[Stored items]
═══

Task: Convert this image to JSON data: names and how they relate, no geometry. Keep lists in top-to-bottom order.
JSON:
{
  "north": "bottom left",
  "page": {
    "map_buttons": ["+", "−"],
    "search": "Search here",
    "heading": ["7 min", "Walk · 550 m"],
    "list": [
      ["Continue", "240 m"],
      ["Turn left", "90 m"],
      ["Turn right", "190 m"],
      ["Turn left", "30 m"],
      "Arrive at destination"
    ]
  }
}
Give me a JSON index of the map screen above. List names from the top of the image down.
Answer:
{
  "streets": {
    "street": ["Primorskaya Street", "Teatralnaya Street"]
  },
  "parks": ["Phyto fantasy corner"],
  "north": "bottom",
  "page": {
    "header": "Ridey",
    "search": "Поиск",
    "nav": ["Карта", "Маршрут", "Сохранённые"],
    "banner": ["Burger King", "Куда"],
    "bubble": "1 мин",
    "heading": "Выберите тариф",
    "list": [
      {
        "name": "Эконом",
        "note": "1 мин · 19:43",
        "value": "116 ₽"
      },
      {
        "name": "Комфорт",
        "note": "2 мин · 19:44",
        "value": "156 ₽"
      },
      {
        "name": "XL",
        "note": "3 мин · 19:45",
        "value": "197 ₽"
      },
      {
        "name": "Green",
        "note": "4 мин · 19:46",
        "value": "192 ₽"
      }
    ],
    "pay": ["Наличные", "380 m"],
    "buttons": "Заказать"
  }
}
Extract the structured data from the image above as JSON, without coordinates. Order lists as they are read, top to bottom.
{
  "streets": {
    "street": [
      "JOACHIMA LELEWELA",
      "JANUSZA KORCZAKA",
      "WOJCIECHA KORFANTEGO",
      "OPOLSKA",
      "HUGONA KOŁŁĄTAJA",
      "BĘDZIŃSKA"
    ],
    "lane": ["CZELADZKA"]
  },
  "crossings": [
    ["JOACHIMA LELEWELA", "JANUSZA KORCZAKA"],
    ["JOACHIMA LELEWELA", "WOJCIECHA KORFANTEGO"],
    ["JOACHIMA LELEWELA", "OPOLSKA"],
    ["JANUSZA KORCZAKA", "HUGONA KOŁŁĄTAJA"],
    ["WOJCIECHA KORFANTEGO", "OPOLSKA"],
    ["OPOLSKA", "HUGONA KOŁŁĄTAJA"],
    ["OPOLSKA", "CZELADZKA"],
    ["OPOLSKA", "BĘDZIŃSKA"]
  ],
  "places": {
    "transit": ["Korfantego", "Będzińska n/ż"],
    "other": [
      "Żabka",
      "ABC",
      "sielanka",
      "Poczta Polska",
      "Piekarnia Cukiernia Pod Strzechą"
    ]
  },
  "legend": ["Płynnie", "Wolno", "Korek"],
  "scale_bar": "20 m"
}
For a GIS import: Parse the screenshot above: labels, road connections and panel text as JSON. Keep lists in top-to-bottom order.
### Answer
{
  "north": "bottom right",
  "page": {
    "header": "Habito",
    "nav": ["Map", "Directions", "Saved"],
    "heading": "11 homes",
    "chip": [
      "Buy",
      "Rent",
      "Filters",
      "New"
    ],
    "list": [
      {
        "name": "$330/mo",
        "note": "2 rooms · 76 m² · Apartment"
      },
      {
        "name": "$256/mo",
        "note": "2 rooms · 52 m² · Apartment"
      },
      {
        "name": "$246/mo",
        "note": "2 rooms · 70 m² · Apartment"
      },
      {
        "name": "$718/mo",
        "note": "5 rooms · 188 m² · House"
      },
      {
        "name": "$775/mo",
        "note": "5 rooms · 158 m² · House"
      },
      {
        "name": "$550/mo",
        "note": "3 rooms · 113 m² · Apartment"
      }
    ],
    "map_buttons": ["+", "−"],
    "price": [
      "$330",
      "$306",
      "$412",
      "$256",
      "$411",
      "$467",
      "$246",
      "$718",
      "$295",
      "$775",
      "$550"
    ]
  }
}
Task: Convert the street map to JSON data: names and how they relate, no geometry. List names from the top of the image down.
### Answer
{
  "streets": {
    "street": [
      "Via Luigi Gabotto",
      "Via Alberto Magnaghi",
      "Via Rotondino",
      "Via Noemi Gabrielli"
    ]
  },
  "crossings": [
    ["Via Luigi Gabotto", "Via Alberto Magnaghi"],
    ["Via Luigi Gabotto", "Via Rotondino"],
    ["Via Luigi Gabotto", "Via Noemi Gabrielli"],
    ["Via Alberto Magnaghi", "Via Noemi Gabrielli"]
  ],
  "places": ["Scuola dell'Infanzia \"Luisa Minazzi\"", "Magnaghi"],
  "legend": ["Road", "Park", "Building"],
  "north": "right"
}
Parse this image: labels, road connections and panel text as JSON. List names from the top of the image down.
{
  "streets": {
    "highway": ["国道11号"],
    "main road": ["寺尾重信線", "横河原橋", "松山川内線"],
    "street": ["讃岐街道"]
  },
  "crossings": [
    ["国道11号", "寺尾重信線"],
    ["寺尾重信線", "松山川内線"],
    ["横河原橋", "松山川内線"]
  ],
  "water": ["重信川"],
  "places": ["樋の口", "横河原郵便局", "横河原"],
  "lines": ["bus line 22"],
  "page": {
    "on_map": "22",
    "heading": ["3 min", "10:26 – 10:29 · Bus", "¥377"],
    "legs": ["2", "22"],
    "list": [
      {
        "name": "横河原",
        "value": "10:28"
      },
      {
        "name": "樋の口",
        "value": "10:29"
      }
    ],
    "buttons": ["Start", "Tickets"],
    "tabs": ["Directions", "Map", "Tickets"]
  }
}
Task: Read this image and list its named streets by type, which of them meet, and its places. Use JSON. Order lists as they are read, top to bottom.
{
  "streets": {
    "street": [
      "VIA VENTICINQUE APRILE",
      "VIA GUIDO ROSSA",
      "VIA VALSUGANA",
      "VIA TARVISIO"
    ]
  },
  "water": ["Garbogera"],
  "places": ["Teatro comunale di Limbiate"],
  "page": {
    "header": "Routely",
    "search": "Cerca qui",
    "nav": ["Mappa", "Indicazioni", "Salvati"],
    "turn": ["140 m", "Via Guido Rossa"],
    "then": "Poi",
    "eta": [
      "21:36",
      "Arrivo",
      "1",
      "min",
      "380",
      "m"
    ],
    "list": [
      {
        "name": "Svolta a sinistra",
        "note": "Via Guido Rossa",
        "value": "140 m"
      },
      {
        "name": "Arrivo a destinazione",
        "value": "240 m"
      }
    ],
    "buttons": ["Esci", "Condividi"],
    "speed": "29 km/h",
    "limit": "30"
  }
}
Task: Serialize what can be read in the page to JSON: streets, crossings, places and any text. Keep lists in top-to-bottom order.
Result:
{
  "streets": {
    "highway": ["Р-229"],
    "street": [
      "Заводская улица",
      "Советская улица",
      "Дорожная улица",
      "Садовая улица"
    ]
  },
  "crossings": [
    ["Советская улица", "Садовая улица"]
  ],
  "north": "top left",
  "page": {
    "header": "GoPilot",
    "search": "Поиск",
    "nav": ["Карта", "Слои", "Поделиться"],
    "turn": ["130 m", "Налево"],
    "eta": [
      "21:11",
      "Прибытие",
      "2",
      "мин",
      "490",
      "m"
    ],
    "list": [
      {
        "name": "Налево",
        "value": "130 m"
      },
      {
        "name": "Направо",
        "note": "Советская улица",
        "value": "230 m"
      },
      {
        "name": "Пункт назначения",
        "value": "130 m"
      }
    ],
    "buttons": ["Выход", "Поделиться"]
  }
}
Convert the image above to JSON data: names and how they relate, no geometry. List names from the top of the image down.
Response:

═══

**WORK REQUIRED:**
Take from the entries every line that has the string "Convert".

**YOUR SOLUTION:**
Task: Convert this image to JSON data: names and how they relate, no geometry. Keep lists in top-to-bottom order.
Task: Convert the street map to JSON data: names and how they relate, no geometry. List names from the top of the image down.
Convert the image above to JSON data: names and how they relate, no geometry. List names from the top of the image down.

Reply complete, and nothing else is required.